## REQUIRED WORK:
Set down every line of the data, unchanged and complete.

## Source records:
'''

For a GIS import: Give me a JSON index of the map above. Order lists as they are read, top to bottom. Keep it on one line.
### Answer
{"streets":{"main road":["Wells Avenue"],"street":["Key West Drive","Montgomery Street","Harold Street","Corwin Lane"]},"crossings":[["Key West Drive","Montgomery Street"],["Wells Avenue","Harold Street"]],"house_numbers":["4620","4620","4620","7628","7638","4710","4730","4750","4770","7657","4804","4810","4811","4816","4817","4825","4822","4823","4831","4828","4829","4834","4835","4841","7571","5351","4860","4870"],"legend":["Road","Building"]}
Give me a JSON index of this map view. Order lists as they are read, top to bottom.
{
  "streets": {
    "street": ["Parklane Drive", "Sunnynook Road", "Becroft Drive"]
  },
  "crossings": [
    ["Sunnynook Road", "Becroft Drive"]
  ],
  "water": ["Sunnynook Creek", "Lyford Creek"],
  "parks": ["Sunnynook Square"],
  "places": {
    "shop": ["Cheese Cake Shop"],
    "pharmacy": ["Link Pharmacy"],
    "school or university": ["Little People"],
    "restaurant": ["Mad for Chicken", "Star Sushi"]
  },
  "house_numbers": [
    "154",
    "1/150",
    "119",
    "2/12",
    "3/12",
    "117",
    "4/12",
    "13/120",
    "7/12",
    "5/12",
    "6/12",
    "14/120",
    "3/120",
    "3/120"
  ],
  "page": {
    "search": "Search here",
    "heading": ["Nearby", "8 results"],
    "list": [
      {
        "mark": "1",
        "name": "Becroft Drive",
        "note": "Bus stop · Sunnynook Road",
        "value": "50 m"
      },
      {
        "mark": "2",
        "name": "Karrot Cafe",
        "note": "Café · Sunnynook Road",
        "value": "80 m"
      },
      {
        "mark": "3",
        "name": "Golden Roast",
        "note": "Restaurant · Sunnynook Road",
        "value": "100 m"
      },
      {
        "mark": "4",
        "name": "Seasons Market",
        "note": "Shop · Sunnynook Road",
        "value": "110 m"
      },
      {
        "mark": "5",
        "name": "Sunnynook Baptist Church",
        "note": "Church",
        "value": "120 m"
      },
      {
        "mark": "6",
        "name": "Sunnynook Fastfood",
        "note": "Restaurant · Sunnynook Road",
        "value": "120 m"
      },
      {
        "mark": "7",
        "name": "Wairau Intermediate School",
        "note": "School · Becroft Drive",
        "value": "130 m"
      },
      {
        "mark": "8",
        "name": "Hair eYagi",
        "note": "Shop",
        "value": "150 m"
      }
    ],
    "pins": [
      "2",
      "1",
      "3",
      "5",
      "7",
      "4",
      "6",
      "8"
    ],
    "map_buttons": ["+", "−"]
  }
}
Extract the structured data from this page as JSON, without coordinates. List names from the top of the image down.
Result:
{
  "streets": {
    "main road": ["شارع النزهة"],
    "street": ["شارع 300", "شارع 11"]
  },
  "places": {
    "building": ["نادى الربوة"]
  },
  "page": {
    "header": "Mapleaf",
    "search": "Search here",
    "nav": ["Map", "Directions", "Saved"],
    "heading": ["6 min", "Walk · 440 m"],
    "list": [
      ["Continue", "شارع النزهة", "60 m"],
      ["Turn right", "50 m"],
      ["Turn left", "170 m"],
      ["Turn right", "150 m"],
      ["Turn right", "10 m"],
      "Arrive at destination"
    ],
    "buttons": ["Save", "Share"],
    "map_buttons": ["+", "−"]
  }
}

'''

## ANSWER BOX:
For a GIS import: Give me a JSON index of the map above. Order lists as they are read, top to bottom. Keep it on one line.
### Answer
{"streets":{"main road":["Wells Avenue"],"street":["Key West Drive","Montgomery Street","Harold Street","Corwin Lane"]},"crossings":[["Key West Drive","Montgomery Street"],["Wells Avenue","Harold Street"]],"house_numbers":["4620","4620","4620","7628","7638","4710","4730","4750","4770","7657","4804","4810","4811","4816","4817","4825","4822","4823","4831","4828","4829","4834","4835","4841","7571","5351","4860","4870"],"legend":["Road","Building"]}
Give me a JSON index of this map view. Order lists as they are read, top to bottom.
{
  "streets": {
    "street": ["Parklane Drive", "Sunnynook Road", "Becroft Drive"]
  },
  "crossings": [
    ["Sunnynook Road", "Becroft Drive"]
  ],
  "water": ["Sunnynook Creek", "Lyford Creek"],
  "parks": ["Sunnynook Square"],
  "places": {
    "shop": ["Cheese Cake Shop"],
    "pharmacy": ["Link Pharmacy"],
    "school or university": ["Little People"],
    "restaurant": ["Mad for Chicken", "Star Sushi"]
  },
  "house_numbers": [
    "154",
    "1/150",
    "119",
    "2/12",
    "3/12",
    "117",
    "4/12",
    "13/120",
    "7/12",
    "5/12",
    "6/12",
    "14/120",
    "3/120",
    "3/120"
  ],
  "page": {
    "search": "Search here",
    "heading": ["Nearby", "8 results"],
    "list": [
      {
        "mark": "1",
        "name": "Becroft Drive",
        "note": "Bus stop · Sunnynook Road",
        "value": "50 m"
      },
      {
        "mark": "2",
        "name": "Karrot Cafe",
        "note": "Café · Sunnynook Road",
        "value": "80 m"
      },
      {
        "mark": "3",
        "name": "Golden Roast",
        "note": "Restaurant · Sunnynook Road",
        "value": "100 m"
      },
      {
        "mark": "4",
        "name": "Seasons Market",
        "note": "Shop · Sunnynook Road",
        "value": "110 m"
      },
      {
        "mark": "5",
        "name": "Sunnynook Baptist Church",
        "note": "Church",
        "value": "120 m"
      },
      {
        "mark": "6",
        "name": "Sunnynook Fastfood",
        "note": "Restaurant · Sunnynook Road",
        "value": "120 m"
      },
      {
        "mark": "7",
        "name": "Wairau Intermediate School",
        "note": "School · Becroft Drive",
        "value": "130 m"
      },
      {
        "mark": "8",
        "name": "Hair eYagi",
        "note": "Shop",
        "value": "150 m"
      }
    ],
    "pins": [
      "2",
      "1",
      "3",
      "5",
      "7",
      "4",
      "6",
      "8"
    ],
    "map_buttons": ["+", "−"]
  }
}
Extract the structured data from this page as JSON, without coordinates. List names from the top of the image down.
Result:
{
  "streets": {
    "main road": ["شارع النزهة"],
    "street": ["شارع 300", "شارع 11"]
  },
  "places": {
    "building": ["نادى الربوة"]
  },
  "page": {
    "header": "Mapleaf",
    "search": "Search here",
    "nav": ["Map", "Directions", "Saved"],
    "heading": ["6 min", "Walk · 440 m"],
    "list": [
      ["Continue", "شارع النزهة", "60 m"],
      ["Turn right", "50 m"],
      ["Turn left", "170 m"],
      ["Turn right", "150 m"],
      ["Turn right", "10 m"],
      "Arrive at destination"
    ],
    "buttons": ["Save", "Share"],
    "map_buttons": ["+", "−"]
  }
}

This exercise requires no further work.